Under the proposed regulations, Hettinga could continue to process his own milk only if he agrees to participate in a federally regulated pool of milk revenues, which would essentially require him to pay his competitors to stay in business. A bill that would have a similar effect is working its way through Congress.
Hettinga, who emigrated from Holland to California at age 7, said the pending regulations were an effort by dairy heavyweights such as Dean Foods and the Dairy Farmers of America, the nation's largest dairy cooperative, to monopolize the milk business.
"Basically, I'm a pebble in the shoe of DFA and Dean Foods," he said. "The only reason I'm a success is they are a milk monopoly and they have raised the price too high. The consumer is getting ripped off."
Dean and the Dairy Farmers of America, or DFA, declined to comment for this article.
In legal briefs filed with the U.S. Department of Agriculture in 2004, lawyers for Dean Foods and DFA argued that Hettinga's operation flouted the original intent of the federal milk market order, a regulatory system created during the Great Depression to ensure a reliable milk supply and a reliable price for farmers.
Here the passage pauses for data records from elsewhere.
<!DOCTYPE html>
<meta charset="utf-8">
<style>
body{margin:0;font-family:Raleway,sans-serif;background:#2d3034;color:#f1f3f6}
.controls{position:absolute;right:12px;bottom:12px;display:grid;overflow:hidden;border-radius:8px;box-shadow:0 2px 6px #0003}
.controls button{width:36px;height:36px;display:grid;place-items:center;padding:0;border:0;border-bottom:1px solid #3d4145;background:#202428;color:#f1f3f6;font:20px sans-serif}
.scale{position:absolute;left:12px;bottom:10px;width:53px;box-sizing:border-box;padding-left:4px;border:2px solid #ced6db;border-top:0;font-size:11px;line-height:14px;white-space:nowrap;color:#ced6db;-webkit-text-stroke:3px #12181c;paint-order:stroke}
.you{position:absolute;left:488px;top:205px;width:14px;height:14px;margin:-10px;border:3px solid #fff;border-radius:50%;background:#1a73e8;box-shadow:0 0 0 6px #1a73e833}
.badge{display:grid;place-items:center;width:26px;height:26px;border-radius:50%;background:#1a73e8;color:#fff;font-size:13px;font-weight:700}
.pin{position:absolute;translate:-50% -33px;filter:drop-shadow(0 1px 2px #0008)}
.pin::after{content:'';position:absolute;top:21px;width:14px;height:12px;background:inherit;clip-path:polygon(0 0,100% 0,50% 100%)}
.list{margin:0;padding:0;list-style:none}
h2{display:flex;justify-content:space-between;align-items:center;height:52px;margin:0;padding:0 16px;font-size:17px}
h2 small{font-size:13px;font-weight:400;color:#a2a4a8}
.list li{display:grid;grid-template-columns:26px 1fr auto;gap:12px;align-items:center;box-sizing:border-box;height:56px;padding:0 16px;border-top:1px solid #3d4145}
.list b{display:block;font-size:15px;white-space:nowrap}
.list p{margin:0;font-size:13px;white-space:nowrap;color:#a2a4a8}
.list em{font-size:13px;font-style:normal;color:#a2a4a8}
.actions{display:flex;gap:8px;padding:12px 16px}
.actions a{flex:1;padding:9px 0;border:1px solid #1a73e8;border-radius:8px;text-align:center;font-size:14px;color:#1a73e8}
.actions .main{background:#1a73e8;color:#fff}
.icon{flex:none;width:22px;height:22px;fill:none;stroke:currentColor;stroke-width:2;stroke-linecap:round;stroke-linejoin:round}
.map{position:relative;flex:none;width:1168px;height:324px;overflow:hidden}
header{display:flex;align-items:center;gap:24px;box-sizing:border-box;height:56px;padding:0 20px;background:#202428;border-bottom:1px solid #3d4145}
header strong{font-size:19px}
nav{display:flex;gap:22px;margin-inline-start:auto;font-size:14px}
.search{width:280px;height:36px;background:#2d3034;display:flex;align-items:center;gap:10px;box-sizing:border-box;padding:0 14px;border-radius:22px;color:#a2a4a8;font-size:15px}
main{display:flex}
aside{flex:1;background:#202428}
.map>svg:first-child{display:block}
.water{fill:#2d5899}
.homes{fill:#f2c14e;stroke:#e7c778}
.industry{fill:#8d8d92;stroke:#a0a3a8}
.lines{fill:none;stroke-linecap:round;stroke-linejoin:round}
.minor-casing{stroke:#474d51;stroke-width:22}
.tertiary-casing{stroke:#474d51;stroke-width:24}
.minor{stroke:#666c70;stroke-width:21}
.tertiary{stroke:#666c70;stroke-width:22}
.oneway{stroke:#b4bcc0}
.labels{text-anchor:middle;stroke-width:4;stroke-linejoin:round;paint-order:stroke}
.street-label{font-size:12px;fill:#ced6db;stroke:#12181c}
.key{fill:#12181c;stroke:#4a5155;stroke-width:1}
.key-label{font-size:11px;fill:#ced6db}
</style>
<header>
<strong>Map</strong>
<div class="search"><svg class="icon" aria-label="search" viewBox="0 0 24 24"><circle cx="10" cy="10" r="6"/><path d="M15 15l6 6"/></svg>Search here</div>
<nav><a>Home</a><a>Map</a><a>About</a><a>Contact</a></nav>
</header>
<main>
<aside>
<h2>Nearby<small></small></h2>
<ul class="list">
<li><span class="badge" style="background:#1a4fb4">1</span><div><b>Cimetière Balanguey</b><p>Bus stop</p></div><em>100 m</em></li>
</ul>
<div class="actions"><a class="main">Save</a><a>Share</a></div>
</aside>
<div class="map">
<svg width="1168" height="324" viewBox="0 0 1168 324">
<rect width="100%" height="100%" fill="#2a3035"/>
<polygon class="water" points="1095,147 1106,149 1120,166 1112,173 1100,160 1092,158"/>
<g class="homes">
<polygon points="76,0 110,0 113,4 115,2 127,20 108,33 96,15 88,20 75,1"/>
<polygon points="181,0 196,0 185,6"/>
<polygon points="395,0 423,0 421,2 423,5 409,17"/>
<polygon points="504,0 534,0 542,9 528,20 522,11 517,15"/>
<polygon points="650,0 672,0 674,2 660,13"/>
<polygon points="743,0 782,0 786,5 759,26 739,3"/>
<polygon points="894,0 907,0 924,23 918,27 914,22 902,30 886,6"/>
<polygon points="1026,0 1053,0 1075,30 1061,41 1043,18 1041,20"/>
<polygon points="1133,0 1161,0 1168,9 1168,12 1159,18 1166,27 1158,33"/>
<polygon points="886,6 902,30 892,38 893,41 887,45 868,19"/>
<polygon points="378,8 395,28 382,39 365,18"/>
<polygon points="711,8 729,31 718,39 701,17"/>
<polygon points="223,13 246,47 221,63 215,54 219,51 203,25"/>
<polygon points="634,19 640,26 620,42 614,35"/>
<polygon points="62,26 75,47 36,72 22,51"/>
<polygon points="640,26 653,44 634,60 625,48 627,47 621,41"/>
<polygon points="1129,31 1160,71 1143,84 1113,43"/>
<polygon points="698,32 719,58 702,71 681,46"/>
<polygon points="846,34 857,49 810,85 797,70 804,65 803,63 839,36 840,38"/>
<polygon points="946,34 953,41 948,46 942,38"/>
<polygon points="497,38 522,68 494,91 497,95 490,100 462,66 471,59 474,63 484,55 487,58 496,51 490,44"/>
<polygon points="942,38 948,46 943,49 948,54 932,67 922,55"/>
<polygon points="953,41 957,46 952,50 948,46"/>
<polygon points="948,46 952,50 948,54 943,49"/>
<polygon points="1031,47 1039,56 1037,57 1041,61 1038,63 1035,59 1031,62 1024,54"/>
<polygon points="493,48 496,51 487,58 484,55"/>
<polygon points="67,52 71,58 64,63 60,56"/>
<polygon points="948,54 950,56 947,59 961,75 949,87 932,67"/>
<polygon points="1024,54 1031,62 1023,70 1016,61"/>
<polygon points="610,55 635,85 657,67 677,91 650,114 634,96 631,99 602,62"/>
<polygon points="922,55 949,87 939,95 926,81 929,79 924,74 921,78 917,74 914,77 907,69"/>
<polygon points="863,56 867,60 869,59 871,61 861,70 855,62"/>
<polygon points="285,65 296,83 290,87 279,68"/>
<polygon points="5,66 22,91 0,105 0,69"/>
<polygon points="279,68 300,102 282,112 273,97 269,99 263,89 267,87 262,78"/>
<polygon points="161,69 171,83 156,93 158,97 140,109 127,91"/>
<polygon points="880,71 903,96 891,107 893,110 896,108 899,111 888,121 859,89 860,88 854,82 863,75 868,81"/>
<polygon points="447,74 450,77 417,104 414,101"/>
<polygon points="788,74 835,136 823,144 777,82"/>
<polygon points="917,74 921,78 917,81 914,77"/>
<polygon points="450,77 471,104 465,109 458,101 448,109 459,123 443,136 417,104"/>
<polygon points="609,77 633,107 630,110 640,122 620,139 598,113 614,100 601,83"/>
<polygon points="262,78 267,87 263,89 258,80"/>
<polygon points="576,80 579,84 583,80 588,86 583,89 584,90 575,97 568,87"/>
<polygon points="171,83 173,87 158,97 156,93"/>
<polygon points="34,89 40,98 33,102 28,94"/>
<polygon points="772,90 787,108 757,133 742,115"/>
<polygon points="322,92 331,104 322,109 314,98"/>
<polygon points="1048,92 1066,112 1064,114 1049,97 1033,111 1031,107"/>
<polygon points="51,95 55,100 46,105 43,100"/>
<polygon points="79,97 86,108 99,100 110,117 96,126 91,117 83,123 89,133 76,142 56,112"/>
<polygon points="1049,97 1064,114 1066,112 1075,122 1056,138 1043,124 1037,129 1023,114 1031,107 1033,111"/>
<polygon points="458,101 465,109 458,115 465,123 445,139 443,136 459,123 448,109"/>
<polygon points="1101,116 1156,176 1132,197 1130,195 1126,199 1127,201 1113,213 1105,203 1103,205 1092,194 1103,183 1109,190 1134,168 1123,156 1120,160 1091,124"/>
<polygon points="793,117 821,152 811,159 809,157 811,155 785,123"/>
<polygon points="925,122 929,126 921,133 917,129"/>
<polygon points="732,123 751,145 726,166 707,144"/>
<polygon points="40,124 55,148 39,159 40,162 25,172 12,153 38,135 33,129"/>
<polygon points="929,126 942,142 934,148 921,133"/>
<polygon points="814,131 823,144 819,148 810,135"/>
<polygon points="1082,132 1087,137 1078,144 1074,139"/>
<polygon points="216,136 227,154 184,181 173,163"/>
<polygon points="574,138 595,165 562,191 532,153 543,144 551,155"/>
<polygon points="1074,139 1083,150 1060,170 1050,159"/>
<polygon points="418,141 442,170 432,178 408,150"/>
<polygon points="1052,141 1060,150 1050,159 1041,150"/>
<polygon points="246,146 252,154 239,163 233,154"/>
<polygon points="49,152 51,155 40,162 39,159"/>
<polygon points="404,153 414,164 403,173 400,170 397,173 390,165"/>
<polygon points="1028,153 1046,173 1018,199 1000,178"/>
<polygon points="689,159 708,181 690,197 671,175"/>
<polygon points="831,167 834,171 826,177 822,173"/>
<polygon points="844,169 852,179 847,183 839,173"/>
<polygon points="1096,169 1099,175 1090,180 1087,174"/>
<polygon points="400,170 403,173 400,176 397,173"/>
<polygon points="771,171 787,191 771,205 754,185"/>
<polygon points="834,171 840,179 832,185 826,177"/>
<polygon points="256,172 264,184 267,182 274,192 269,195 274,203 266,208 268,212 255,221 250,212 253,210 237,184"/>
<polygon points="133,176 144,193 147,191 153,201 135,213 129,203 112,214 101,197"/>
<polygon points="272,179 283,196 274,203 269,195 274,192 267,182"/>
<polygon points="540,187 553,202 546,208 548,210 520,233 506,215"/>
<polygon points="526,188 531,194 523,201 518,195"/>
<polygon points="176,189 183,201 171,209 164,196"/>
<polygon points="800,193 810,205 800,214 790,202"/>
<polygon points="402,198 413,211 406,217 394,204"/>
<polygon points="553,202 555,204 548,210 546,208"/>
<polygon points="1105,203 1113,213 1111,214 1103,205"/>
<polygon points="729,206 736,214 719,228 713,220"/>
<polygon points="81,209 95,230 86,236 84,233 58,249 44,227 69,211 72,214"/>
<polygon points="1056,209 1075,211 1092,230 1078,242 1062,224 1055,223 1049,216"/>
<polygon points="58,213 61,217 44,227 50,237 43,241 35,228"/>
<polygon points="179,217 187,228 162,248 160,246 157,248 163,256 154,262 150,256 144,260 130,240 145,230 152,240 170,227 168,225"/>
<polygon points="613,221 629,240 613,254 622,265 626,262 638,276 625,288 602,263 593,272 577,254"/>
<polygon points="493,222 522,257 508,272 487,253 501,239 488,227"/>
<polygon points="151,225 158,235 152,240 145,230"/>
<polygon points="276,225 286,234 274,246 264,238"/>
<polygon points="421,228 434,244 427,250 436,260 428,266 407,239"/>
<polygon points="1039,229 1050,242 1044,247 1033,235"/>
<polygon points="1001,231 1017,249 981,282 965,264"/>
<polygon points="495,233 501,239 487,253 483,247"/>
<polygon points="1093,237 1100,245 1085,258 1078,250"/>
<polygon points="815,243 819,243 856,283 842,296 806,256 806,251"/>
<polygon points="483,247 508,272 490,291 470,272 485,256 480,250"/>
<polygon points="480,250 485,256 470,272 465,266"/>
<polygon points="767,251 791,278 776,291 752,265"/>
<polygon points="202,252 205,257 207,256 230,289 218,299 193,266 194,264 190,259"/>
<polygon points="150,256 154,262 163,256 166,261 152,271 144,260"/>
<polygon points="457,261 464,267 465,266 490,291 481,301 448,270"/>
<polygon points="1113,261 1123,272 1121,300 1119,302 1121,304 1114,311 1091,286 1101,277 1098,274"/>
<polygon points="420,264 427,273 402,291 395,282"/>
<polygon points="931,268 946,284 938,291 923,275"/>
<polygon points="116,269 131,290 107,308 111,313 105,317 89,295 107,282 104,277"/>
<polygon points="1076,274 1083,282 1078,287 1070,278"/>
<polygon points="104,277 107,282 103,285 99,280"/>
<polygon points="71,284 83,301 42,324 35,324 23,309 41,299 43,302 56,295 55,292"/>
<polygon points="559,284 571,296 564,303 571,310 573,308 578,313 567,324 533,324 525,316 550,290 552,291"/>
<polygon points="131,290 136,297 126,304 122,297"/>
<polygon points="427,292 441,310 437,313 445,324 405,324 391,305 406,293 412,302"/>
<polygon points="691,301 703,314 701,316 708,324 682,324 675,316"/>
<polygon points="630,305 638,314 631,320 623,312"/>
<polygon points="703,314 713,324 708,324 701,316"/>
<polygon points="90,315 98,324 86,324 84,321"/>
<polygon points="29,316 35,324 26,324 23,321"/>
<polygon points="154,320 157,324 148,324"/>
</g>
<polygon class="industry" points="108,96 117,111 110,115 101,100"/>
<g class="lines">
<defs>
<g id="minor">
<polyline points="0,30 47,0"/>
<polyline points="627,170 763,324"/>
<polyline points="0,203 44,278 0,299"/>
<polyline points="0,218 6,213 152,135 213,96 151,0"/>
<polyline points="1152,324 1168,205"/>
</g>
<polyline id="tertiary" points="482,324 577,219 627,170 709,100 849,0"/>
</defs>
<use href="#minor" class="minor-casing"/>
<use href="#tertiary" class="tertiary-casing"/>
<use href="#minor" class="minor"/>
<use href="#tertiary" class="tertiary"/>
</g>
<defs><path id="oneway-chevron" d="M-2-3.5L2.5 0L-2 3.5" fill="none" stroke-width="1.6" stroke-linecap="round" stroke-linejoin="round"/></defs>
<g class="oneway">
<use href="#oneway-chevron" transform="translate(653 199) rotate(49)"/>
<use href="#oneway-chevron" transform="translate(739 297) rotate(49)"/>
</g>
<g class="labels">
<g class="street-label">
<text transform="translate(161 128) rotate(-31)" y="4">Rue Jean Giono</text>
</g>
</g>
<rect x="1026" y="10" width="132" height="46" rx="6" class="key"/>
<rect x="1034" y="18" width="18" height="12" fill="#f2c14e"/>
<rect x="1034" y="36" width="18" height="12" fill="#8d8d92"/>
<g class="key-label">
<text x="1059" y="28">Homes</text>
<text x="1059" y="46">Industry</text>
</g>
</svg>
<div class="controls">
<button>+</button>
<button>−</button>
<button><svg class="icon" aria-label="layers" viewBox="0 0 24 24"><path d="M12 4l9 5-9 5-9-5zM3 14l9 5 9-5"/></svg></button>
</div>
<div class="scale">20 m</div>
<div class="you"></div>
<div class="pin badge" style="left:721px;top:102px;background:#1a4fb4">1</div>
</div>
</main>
The regulations include an exemption for farmers who bottle their own milk, known as producer handlers.
Hettinga's "unfair advantage"
Marvin Beshore, a lawyer for DFA, has said Hettinga's dairy takes the idea of producer handler far beyond what regulators originally envisioned, "mom and pop dairies that bottled the little milk they produced and sold to their neighbors."He has said that if Hettinga were allowed to continue, it "will lead to the disintegration of the entire federal order system and consequently, to chaotic milk markets across the United States."
Charles English, an attorney representing Dean Foods and Shamrock Farms, a competitor of Hettinga's in Arizona, said in a 2004 brief to the USDA that Hettinga's operations had grown so large so quickly that they were depressing prices for other dairy farmers in Arizona by a penny or two per gallon.
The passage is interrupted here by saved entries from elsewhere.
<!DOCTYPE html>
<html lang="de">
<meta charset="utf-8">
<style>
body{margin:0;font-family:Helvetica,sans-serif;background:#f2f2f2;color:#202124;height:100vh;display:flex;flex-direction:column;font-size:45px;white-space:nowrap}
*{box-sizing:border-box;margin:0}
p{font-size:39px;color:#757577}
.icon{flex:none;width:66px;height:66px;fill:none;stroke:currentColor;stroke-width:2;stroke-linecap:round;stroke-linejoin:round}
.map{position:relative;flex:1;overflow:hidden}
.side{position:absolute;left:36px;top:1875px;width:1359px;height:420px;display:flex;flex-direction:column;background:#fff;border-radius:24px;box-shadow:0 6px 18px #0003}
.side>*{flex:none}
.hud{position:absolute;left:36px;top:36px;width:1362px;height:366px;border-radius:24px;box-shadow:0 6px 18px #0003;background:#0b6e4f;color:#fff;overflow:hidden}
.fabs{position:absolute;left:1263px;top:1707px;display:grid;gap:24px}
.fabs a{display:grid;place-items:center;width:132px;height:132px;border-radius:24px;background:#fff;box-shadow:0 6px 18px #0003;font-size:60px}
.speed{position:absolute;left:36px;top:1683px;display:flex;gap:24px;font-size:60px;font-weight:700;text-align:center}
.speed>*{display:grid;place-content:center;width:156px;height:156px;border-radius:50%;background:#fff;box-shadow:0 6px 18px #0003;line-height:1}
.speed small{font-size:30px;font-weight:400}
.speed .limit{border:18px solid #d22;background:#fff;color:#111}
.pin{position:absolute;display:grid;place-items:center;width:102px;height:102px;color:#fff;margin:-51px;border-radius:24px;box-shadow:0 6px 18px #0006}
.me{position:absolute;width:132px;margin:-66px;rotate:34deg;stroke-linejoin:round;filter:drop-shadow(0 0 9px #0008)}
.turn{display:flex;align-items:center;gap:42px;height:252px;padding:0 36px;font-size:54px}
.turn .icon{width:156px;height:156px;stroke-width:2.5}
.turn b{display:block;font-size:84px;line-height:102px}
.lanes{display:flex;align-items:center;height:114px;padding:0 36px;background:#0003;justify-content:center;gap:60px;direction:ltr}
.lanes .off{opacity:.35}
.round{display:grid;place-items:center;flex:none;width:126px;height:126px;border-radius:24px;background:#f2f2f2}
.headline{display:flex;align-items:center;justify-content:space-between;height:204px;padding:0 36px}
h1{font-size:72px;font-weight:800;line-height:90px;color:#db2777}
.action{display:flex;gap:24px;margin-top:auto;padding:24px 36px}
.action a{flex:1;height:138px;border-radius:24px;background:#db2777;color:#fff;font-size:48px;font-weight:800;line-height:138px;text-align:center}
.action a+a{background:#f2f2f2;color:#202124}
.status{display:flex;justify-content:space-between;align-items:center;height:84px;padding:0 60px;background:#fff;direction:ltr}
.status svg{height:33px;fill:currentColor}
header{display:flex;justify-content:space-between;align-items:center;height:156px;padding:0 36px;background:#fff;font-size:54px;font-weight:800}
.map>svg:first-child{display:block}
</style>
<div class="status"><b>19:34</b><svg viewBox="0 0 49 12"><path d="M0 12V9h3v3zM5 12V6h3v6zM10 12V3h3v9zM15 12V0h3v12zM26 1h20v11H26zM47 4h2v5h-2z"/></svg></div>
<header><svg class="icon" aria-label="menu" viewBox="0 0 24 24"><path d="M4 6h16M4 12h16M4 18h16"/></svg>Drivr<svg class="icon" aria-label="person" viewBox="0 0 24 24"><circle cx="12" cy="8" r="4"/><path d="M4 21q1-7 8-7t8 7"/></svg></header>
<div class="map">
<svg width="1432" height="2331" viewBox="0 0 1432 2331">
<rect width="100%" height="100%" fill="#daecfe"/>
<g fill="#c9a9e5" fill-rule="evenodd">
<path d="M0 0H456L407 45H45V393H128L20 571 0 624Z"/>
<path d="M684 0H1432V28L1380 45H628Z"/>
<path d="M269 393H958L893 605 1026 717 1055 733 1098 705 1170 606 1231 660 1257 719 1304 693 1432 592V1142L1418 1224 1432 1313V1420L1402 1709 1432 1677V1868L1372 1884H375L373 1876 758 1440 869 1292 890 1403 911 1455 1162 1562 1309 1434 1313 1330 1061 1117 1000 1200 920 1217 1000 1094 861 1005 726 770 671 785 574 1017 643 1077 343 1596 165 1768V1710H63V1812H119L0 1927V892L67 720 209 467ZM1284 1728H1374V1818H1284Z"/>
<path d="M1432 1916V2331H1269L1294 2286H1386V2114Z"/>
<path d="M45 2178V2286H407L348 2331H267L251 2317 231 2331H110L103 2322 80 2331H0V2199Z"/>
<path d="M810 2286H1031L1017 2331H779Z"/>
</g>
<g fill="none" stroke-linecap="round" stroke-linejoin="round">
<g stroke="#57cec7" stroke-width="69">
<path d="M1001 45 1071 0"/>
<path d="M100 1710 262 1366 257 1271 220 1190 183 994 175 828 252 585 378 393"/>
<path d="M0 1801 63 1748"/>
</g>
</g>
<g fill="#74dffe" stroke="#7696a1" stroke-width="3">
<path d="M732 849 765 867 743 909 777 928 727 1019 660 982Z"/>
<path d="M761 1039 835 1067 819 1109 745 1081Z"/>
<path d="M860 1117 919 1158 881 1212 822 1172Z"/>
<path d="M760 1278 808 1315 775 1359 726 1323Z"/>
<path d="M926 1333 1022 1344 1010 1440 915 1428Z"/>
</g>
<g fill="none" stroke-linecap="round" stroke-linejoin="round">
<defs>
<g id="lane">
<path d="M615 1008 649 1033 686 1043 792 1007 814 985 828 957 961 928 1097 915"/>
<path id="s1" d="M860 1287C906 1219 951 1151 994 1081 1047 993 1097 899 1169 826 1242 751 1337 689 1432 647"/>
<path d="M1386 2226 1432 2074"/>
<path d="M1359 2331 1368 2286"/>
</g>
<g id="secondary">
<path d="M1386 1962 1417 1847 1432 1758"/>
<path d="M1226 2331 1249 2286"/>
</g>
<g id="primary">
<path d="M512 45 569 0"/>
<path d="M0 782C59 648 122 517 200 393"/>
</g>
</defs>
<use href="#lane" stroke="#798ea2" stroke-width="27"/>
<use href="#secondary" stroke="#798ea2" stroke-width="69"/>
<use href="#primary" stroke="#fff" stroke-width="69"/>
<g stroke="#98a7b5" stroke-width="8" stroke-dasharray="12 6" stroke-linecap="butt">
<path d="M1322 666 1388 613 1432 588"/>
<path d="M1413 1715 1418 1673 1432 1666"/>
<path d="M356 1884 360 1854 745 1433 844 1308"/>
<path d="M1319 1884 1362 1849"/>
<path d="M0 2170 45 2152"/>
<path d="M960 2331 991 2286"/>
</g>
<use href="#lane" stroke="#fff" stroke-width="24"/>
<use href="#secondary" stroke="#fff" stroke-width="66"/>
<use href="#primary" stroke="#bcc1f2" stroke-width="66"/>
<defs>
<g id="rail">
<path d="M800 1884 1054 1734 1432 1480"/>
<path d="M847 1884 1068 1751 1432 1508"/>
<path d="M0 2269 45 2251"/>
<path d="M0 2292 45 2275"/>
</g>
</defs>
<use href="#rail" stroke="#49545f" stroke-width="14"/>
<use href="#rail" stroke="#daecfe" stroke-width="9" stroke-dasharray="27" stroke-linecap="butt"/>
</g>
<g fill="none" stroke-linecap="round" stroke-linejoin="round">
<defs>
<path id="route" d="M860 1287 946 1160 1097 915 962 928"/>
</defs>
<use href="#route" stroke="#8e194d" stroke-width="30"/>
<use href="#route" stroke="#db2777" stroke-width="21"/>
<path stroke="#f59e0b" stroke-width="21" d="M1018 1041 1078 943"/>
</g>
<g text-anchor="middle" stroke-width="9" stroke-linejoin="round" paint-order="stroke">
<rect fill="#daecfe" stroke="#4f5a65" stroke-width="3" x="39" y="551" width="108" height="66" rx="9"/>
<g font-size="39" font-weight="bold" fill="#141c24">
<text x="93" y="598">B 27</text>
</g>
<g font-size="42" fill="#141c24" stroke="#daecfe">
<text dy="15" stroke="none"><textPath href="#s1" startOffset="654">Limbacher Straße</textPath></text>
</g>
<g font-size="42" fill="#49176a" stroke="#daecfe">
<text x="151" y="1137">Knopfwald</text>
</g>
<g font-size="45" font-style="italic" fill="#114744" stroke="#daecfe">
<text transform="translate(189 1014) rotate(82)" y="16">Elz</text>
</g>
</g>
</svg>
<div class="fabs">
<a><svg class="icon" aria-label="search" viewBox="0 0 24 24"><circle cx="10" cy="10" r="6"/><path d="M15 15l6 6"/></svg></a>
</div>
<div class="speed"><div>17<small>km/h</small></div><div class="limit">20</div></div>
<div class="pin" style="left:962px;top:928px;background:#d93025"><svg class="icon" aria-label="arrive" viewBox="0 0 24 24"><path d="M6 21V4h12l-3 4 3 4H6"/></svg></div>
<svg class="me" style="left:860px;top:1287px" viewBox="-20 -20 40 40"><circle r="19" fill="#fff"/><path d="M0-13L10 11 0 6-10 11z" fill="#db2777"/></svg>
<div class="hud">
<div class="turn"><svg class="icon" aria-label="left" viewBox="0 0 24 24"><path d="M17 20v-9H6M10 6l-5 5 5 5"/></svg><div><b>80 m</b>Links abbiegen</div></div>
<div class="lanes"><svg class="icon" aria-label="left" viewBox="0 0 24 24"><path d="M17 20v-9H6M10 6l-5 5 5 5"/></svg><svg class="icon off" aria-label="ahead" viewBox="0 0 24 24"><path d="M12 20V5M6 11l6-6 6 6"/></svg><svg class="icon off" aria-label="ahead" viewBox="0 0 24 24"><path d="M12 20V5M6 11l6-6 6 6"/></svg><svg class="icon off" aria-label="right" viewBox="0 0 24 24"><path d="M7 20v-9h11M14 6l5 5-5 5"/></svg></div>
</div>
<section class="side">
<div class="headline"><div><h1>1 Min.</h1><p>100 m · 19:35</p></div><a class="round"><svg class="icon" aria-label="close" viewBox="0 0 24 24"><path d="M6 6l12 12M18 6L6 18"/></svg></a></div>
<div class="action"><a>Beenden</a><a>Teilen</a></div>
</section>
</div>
English also argued that Hettinga had an unfair advantage over regulated milk bottlers because he didn't have to pay the federally mandated price for raw milk, allowing him to undercut competitors.The result is that Hettinga is stealing customers by offering prices that regulated processors can't match, English said.
Antiquated system
The intense lobbying effort to curb Hettinga showcases what many, including lawyers in the Justice Department, say is an antiquated, unfair system for regulating milk. These critics question why the federal regulations are still needed, given an oversupply of milk and a burgeoning international dairy marketplace that bears little resemblance to the 1930s.
Furthermore, they argue that the rules of the federal order have allowed the giants of the dairy industry to tighten their grip on the marketplace by forcing competitors to comply with rules that favor larger outfits. Allegations that DFA was trying to monopolize the raw-milk market have prompted an ongoing antitrust investigation by the Justice Department.
Dairy processors pay at least a USDA-set minimum price for raw milk. Milk revenues are combined in a regional pool, and farmers receive an average price. So a farmer whose milk is shipped to a cheese plant receives the same price as a farmer whose milk is bottled into gallons.
But because of the exemption for producer handlers, Hettinga has bypassed the federal milk order. If the changes to the milk order are approved, there would still be an exemption for producer handlers, but only those that produce less than 3 million pounds of milk a month — about a sixth of Hettinga's Arizona production.
"These laws have been in effect 60 years, 70 years, and they are changing the law just to do me in," said Hettinga, who has spent nearly $1.5 million on legal fees during the past four years, about $1,000 a day. "If I've got such a better system, why don't they deregulate everyone?"